MSF urges South Africa to negotiate equitable licence terms or seek a compulsory licence for lenacapavir

Doctors Without Borders (MSF) notes South Africa’s interest in exploring local production of lenacapavir (a long-acting injectable HIV prevention drug) and welcomes its ambition to diversify and expand global manufacturing. However, for local production to genuinely expand access, any agreement with Gilead must include substantially improved terms compared to the company’s existing voluntary licensing agreements with generic manufacturers. 

Without such changes, local manufacturing risks deepening dependency by preserving Gilead’s tight control over supply, production, and geographic reach, and would simply lock South Africa—and many middle-income countries that are currently excluded by Gilead’s licensing from accessing generics when they come onto the market—into the same patterns of exclusion we are fighting to dismantle.

If lenacapavir is to fulfil its promise as a breakthrough in HIV prevention, governments must ensure that intellectual property protections, restrictive licensing and other barriers do not stand in the way of affordable production and global access. Candice Sehoma, MSF Access Regional Advisor for Africa
MSF, Doctors Without Borders, South Africa, HIV prevention
Community Care Giver Nonhlanhla Ngema passes a long queue of patients at Eshowe Gateway Clinic to pick up ARVs for members of her Community ART Group (CAG). 
Greg Lomas

South Africa has a proud history of challenging barriers to HIV medicines to ensure equitable access for all. It must use this opportunity to negotiate equitable terms with Gilead, or even to issue a compulsory licence that would free local manufacturers from patent restrictions. 

If lenacapavir is to fulfil its promise as a breakthrough in HIV prevention, governments must ensure that intellectual property protections, restrictive licensing and other barriers do not stand in the way of affordable production and global access.

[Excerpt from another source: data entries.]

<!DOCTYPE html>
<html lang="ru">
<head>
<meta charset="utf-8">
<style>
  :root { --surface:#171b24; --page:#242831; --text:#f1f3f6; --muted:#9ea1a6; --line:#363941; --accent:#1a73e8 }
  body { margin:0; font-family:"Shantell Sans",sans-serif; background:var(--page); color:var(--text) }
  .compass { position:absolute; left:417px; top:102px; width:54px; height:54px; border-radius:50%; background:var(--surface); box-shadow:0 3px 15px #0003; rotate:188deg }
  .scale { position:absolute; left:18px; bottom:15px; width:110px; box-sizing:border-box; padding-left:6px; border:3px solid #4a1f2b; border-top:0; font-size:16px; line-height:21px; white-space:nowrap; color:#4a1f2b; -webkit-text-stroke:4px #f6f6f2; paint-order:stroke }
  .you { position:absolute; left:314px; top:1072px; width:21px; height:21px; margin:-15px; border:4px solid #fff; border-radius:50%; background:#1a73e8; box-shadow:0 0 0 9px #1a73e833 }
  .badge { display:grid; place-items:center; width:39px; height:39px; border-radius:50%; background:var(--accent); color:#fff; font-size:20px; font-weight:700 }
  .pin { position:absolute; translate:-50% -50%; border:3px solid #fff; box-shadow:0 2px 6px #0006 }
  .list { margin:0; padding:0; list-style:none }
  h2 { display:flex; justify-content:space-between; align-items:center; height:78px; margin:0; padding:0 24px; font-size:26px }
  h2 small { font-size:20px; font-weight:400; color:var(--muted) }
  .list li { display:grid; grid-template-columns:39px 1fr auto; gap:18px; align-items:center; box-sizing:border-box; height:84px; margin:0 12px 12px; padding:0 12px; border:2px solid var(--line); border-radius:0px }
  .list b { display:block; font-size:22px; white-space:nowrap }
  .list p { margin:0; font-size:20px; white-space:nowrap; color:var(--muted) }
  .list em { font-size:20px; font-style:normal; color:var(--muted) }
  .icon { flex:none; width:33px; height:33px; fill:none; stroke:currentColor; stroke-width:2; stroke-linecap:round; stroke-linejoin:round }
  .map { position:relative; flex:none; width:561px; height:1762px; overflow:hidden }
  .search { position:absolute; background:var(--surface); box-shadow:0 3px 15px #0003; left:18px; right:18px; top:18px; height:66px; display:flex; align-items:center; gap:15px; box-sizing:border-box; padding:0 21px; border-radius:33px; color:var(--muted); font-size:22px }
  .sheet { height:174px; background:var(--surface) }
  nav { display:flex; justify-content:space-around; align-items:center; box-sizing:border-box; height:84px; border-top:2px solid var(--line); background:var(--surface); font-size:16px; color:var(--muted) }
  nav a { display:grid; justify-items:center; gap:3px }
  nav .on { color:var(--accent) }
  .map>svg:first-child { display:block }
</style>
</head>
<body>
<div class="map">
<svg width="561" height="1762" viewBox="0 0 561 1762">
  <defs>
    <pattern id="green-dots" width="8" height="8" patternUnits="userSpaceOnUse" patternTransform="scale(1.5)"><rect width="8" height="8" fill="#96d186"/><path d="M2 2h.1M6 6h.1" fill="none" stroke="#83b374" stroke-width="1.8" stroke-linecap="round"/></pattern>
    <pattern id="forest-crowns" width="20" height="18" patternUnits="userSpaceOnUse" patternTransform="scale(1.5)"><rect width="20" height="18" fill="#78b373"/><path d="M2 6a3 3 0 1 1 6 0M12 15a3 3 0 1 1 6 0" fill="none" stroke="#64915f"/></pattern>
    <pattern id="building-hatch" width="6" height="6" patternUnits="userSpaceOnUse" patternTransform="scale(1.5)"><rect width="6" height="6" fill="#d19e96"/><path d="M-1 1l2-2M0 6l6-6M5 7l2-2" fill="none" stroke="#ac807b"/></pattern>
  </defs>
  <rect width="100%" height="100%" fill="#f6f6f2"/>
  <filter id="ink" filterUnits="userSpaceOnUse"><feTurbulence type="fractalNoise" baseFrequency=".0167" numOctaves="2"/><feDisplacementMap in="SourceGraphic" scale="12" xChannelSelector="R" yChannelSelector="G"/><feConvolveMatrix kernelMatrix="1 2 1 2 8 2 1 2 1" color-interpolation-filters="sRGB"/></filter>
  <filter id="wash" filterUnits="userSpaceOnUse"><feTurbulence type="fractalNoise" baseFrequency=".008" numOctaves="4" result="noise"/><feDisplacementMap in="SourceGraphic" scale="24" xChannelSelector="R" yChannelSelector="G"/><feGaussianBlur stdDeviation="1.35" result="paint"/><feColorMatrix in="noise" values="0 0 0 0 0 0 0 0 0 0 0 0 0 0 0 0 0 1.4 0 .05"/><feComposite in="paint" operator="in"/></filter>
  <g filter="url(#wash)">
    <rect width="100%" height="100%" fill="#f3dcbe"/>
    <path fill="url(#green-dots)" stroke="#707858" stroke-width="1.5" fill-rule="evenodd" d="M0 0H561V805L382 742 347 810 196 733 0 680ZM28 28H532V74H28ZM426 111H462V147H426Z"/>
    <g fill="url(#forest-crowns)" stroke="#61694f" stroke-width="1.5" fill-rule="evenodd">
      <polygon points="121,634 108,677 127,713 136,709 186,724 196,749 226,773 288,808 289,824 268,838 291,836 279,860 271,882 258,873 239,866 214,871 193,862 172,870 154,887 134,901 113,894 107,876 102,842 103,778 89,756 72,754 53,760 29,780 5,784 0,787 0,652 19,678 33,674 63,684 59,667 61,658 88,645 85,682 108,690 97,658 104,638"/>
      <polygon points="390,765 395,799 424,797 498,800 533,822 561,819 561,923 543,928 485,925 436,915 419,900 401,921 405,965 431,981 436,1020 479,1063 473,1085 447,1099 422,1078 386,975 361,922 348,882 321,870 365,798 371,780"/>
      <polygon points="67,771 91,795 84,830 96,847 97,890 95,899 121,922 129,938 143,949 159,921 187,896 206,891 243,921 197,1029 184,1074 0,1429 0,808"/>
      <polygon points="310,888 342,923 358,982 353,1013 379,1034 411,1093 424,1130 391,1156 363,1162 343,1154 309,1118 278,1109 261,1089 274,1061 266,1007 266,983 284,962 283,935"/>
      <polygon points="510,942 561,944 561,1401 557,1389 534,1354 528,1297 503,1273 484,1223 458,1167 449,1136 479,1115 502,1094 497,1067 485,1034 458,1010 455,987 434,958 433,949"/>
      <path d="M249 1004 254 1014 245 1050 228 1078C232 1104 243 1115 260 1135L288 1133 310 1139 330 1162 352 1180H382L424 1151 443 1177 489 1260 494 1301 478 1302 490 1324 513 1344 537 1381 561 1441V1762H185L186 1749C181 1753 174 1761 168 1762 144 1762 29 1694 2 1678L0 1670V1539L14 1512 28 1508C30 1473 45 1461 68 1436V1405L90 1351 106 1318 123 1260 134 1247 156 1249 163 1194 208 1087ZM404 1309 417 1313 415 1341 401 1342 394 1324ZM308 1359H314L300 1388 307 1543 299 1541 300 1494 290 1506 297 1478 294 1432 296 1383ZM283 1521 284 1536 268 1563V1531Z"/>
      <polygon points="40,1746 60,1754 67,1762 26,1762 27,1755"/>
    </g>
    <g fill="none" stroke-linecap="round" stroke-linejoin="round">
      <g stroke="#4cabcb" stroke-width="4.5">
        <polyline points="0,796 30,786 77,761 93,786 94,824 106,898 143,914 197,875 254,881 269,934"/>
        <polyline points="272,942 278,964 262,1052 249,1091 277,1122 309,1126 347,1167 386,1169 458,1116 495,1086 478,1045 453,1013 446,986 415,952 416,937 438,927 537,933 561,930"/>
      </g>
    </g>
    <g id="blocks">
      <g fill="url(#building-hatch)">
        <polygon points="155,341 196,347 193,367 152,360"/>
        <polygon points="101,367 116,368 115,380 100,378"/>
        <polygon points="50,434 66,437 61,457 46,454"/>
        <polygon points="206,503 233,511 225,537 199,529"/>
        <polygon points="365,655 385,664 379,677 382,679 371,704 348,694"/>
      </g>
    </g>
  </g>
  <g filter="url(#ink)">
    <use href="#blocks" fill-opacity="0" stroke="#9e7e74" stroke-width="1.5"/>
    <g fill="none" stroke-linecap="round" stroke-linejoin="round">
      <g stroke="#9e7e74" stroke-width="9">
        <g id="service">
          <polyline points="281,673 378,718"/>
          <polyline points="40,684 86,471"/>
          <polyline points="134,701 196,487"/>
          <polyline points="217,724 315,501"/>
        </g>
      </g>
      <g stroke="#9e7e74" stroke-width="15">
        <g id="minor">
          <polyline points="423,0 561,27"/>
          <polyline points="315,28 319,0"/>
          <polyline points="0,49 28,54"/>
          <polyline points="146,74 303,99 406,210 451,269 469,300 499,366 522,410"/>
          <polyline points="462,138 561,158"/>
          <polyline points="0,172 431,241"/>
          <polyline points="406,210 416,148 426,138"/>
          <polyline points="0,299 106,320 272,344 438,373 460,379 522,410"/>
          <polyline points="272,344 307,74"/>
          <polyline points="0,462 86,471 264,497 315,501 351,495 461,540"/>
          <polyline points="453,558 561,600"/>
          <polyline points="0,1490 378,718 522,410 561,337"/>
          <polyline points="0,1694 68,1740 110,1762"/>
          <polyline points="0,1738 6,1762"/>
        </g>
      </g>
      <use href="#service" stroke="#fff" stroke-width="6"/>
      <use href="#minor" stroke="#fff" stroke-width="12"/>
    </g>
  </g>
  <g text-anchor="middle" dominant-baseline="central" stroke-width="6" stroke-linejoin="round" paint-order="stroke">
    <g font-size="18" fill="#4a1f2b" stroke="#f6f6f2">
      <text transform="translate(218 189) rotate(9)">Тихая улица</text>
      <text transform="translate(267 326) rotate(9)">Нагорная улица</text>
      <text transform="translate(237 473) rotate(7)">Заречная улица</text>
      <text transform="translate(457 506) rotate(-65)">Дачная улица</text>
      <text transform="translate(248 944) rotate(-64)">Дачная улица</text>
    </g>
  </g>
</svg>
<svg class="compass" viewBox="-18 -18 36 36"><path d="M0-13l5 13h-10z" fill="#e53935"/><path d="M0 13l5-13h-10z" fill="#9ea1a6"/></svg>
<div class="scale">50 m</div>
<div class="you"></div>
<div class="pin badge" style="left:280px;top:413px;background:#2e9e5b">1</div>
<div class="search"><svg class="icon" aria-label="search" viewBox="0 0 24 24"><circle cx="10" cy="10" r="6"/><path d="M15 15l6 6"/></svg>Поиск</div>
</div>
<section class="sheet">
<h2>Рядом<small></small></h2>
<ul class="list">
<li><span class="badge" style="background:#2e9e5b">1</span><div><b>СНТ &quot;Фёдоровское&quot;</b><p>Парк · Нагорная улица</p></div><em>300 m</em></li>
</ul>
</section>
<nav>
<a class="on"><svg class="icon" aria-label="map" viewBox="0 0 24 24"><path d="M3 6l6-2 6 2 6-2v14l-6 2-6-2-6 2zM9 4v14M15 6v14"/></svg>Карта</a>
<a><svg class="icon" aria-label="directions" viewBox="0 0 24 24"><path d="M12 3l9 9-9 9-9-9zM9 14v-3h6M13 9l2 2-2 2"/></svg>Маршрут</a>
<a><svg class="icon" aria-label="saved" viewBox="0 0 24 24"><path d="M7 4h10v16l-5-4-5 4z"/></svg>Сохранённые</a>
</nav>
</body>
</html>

-- Candice Sehoma, MSF Access Regional Advisor for Africa

Background

On 5 March 2026, the South African government announced that it is negotiating with Gilead Sciences to arrive at an agreement that would allow lenacapavir—a long-acting HIV-prevention injection—to be manufactured locally. The government has issued a call for expressions of interest to identify South African pharmaceutical companies with the capacity to produce lenacapavir.

HIV remains a key global public health challenge, with 1.3 million people becoming newly infected with HIV in 2023, with one every 24 seconds. UNAIDS modelling suggests recent cuts in global funding could lead to an additional 6,6 million new HIV infections by 2029.  

South Africa has the largest population of people living with HIV in the world, at nearly 8 million people. 

Lenacapavir, a long-acting injectable, has been proven to be highly effective in preventing HIV in cisgendered women (100% effective -PURPOSE 1 study) and in gender-diverse people (96% effective - PURPOSE 2 study). It is also available in twice-yearly injections, which would provide longer protection and could make adherence easier than the current medical HIV prevention options (emtricitabine/tenofovir disoproxil fumarate and emtricitabine/tenofovir alafenamide, which require a daily pill or event-based dosing, the dapivirine vaginal ring, which is replaced monthly, and cabotegravir, which requires an injection every two months).  

Doctors Without Borders, MSF, HIV Care
ART medication is provided to HIV patients at MSF’s clinic in Nanga, Macomia, in Cabo Delgado. The Ministry of Health in Mozambique provides the ART medication to MSF.
Njiiri Karago/MSF

Currently, Gilead Sciences is the sole supplier of lenacapavir.

Gilead has signed a voluntary licensing agreement with six generic manufacturers, which will enable generic lenacapavir to be available in 120 countries and territories. However, some countries are excluded from the voluntary licence and will therefore not have this access, despite representing 25% of all new HIV infections. Some of the excluded countries (e.g., Brazil, Mexico, Argentina, and Peru) were participants in the clinical trials that enabled lenacapavir to be approved, but are now denied access to affordable forms of the HIV prevention tool they helped to bring about.  

Gilead’-s voluntary licensing agreements also contain provisions that may limit the ability of generic manufacturers to expand supply beyond the designated territory. 

These include:

  • Geographic restrictions, under which licensees are prohibited from supplying lenacapavir outside the defined licence territories, which are reserved to Gilead.
  • Strict anti-diversion measures, including requirements for product traceability and reporting obligations for downstream trading partners.
  • Supply-chain provisions, which prevent licensees from sourcing lenacapavir materials or components from suppliers that also serve Gilead unless those suppliers first confirm that Gilead’s forecasted demand can be met.

These restrictions may constrain the potential for broader regional manufacturing and supply, even in countries where patent barriers may not exist or where governments use public-health safeguards to address them.